• AIM OF THE EXERCISE
Work out how many lines in this listing hold the word "picture", and give the number with nothing added.
══════
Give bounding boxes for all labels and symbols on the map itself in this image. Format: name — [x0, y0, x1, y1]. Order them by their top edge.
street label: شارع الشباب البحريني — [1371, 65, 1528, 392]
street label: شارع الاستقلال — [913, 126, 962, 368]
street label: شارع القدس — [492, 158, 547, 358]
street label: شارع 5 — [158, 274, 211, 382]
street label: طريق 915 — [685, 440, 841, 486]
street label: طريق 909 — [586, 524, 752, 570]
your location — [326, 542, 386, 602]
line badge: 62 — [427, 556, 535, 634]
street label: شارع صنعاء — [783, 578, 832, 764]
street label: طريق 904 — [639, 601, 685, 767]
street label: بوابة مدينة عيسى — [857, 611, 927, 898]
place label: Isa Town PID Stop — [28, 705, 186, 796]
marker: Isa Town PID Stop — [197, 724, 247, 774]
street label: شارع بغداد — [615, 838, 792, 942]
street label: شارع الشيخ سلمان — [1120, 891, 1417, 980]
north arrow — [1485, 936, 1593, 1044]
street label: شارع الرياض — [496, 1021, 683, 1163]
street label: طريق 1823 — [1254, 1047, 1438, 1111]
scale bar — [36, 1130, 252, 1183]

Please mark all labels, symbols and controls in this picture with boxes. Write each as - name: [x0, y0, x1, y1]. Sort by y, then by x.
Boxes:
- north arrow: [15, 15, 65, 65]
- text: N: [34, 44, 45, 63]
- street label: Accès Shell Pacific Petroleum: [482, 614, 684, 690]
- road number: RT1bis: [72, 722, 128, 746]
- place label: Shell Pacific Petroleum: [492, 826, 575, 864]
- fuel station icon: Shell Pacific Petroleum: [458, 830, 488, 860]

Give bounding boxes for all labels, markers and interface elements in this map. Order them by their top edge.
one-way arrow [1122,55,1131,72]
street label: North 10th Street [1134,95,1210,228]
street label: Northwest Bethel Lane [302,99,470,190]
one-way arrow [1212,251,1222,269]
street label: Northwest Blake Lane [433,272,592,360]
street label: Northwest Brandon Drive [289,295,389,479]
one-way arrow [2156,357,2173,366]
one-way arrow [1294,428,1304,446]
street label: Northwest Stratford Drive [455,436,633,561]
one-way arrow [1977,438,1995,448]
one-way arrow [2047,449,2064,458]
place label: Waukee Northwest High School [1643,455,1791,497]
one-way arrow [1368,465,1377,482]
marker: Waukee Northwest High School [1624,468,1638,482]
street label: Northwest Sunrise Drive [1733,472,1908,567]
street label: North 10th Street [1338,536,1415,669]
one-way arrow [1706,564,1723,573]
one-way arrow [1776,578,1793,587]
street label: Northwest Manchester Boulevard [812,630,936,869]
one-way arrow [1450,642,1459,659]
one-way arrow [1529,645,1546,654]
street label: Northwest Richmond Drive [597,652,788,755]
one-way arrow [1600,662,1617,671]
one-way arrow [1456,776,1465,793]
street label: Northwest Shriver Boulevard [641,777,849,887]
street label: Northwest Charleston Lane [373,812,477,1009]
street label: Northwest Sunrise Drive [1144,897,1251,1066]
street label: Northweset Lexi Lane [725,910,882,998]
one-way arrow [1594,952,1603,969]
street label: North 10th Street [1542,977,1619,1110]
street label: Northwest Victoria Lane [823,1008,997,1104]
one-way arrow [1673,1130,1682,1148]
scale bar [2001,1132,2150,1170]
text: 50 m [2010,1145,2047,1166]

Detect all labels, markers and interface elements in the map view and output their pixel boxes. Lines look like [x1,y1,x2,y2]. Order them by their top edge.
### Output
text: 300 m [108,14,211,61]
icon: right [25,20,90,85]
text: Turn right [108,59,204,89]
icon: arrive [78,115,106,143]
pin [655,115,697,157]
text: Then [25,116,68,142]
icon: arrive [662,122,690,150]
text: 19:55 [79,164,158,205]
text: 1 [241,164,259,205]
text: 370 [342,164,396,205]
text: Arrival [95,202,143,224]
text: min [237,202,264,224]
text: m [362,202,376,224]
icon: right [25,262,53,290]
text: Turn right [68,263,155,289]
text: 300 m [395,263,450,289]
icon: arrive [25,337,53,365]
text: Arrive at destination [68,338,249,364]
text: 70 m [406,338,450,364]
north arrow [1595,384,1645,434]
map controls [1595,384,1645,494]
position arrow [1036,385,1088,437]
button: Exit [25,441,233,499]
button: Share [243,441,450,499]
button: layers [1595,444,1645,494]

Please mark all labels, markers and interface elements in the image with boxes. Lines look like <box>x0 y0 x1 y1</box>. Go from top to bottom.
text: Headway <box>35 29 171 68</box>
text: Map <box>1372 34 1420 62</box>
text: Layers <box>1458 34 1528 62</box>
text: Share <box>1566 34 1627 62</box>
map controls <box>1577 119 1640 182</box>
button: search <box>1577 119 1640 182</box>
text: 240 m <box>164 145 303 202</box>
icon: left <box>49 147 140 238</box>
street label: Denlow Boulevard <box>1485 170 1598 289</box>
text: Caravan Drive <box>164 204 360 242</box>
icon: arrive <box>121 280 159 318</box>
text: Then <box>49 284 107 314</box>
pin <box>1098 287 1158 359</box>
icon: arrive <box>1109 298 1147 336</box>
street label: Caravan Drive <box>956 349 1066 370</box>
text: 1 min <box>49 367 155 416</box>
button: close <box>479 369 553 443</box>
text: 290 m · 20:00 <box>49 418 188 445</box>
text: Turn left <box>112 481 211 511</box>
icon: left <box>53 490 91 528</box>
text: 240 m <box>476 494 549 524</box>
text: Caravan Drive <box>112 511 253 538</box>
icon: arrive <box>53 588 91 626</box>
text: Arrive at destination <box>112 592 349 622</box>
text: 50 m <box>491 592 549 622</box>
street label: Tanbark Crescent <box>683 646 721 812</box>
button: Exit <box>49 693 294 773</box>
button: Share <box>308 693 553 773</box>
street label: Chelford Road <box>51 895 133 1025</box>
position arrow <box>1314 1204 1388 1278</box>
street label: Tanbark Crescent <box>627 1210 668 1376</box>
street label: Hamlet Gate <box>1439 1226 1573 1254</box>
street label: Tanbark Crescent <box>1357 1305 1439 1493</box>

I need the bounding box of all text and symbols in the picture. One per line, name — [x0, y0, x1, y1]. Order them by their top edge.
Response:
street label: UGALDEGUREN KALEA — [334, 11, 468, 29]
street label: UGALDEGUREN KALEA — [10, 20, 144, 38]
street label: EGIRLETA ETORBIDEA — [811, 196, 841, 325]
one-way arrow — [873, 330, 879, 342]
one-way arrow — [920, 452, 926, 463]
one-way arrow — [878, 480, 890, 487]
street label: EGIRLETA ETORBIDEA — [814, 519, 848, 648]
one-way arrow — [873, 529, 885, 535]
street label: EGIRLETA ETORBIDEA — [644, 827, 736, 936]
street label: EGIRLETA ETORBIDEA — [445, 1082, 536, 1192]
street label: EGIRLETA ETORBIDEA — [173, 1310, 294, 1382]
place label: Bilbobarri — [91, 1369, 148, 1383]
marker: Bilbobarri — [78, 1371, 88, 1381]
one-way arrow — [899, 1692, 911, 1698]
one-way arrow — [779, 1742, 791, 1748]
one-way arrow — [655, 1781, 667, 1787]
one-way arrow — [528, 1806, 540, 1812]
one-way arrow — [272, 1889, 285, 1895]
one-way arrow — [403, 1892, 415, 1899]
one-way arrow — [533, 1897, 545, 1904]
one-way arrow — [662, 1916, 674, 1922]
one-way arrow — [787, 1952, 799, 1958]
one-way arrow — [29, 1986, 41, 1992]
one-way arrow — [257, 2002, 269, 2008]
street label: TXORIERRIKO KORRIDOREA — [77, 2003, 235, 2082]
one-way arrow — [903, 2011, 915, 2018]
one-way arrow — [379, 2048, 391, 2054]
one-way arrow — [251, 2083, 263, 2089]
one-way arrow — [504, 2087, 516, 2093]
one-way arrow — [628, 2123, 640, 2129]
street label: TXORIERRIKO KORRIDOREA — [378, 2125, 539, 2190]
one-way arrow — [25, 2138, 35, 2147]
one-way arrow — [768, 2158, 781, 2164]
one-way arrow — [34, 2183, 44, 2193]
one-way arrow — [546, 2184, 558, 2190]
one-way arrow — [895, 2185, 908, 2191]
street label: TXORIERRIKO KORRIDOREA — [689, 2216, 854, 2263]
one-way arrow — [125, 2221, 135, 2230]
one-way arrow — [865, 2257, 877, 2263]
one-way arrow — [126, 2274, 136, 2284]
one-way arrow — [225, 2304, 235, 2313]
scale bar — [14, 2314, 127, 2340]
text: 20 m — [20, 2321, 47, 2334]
══════
• ANSWER SECTION
2